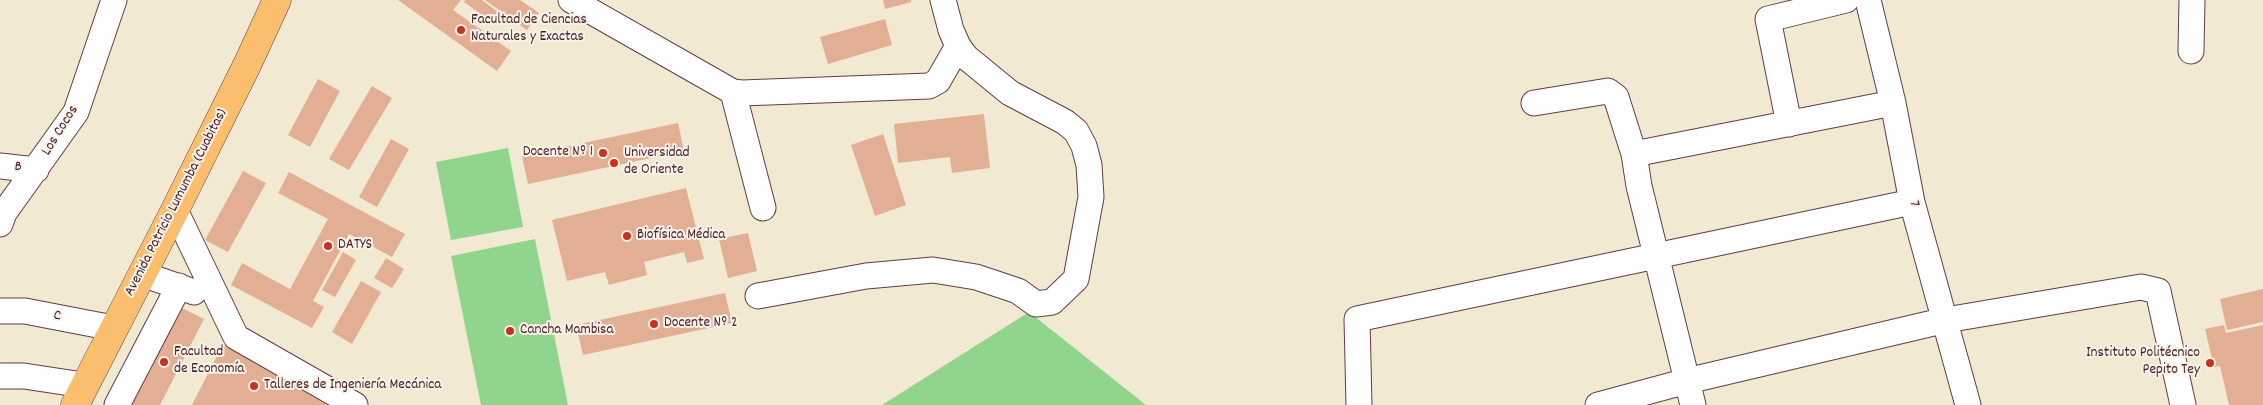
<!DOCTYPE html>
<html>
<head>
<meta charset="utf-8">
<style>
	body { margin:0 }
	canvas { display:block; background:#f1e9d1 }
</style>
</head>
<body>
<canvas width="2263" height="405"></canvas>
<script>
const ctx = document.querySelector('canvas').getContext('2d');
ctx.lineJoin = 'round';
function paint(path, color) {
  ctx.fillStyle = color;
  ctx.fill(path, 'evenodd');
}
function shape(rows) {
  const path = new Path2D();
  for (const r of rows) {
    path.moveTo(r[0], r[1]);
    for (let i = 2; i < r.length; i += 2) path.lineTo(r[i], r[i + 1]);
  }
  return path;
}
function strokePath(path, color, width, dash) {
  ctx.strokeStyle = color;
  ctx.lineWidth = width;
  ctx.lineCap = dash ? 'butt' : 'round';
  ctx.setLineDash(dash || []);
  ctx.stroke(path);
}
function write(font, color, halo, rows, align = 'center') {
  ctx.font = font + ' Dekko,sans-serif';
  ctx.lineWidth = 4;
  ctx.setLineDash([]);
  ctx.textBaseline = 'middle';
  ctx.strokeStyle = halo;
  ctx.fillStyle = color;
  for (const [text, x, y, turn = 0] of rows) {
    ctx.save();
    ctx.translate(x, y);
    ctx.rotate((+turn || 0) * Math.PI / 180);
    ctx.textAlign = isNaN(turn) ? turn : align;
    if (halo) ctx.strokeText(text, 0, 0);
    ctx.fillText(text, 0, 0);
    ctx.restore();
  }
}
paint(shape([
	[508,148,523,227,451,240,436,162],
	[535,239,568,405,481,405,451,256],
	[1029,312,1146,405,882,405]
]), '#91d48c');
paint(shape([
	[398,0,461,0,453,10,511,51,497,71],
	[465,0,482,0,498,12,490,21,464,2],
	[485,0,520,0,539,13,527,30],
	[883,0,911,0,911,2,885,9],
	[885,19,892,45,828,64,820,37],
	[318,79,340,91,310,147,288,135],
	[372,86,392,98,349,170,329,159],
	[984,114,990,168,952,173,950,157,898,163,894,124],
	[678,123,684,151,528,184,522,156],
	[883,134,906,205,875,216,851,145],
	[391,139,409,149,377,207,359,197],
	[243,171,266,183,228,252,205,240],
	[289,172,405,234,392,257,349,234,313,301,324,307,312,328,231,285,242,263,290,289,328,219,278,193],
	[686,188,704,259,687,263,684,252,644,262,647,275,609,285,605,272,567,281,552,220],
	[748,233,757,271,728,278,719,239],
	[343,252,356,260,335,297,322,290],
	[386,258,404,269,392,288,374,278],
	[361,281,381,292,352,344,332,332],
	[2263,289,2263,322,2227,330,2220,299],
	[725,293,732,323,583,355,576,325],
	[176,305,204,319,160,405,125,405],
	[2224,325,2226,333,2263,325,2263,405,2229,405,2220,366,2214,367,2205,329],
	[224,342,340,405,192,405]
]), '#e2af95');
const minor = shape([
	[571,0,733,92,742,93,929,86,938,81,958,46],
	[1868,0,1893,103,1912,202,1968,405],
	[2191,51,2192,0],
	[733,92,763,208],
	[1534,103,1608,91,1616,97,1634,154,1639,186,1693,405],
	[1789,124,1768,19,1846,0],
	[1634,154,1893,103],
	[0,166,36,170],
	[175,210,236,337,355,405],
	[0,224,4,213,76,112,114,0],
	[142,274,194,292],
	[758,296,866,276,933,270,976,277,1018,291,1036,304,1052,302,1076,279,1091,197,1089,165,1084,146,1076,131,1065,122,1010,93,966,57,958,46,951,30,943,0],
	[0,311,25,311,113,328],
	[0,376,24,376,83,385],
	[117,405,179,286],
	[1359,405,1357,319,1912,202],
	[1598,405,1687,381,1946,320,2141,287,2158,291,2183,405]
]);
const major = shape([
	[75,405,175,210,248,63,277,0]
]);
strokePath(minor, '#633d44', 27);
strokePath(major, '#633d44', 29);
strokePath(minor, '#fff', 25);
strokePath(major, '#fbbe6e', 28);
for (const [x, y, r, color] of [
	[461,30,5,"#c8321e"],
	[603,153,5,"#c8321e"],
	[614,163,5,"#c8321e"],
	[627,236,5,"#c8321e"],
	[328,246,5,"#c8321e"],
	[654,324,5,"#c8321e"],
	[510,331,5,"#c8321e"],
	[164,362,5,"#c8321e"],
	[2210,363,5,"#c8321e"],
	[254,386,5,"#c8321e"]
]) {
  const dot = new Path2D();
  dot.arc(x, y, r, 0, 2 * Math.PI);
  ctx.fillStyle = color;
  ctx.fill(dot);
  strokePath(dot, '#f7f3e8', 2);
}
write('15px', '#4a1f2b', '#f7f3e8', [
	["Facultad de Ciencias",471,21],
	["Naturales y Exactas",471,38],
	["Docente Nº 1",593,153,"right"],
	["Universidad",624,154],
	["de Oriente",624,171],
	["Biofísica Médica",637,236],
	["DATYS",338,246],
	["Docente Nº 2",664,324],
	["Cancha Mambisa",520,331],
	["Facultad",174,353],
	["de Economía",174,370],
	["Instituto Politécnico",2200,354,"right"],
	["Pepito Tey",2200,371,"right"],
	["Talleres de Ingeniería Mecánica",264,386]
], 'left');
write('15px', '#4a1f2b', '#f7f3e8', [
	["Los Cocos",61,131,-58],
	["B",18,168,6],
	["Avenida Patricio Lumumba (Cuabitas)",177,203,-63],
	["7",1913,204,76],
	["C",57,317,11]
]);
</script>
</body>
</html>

...

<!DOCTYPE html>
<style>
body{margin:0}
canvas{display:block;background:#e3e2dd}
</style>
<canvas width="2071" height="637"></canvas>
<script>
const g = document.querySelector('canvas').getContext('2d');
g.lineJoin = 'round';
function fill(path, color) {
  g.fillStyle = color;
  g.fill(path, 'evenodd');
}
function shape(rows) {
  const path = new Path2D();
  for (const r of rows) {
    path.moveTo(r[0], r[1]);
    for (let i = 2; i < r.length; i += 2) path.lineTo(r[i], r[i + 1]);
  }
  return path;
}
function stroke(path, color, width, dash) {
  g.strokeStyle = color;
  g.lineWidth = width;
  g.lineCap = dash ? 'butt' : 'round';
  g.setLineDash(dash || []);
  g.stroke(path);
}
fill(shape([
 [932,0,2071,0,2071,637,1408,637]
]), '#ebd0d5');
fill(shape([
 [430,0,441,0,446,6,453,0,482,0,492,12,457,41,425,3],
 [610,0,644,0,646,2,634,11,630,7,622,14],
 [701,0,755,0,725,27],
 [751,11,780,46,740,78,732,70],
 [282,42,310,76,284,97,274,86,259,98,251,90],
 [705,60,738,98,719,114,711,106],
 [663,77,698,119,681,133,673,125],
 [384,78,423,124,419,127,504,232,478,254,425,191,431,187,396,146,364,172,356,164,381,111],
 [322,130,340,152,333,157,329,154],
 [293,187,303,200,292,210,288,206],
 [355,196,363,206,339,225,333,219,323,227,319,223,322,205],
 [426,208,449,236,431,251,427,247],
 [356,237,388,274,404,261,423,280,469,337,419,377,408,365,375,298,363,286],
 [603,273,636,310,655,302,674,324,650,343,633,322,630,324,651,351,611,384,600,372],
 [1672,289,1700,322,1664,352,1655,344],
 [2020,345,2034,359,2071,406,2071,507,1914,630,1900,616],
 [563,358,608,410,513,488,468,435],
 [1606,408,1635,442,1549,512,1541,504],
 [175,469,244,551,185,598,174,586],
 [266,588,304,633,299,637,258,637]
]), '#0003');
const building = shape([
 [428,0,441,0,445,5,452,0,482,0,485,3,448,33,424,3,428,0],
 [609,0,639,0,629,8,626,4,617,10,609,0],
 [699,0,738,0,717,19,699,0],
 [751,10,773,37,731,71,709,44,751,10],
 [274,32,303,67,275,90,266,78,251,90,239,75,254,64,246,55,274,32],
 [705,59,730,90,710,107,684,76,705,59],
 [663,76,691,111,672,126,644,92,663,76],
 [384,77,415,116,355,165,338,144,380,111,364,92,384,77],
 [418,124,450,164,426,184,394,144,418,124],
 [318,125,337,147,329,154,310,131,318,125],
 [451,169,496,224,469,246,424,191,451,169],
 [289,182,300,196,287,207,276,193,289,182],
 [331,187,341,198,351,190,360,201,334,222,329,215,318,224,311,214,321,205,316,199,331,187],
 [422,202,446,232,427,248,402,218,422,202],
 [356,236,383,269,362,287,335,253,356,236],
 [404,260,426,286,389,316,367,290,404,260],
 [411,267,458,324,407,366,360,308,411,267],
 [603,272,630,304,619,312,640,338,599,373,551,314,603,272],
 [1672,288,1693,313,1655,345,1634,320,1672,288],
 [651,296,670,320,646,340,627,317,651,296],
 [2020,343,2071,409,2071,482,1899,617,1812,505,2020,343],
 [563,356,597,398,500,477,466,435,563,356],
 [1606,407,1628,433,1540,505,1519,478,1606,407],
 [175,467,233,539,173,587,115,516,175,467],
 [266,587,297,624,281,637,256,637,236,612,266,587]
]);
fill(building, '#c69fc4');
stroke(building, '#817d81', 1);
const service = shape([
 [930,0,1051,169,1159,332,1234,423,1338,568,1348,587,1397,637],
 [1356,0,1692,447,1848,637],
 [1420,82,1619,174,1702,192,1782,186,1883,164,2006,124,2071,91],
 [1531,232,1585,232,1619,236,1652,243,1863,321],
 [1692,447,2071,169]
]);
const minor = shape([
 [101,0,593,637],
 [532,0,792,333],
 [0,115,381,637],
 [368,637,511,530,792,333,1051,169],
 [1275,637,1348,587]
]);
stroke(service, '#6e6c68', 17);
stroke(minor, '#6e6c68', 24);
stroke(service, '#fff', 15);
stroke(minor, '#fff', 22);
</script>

Task brief:
Please count the lines in the records that hold the string "querySelector", and give the number alone.

Output for this task:
2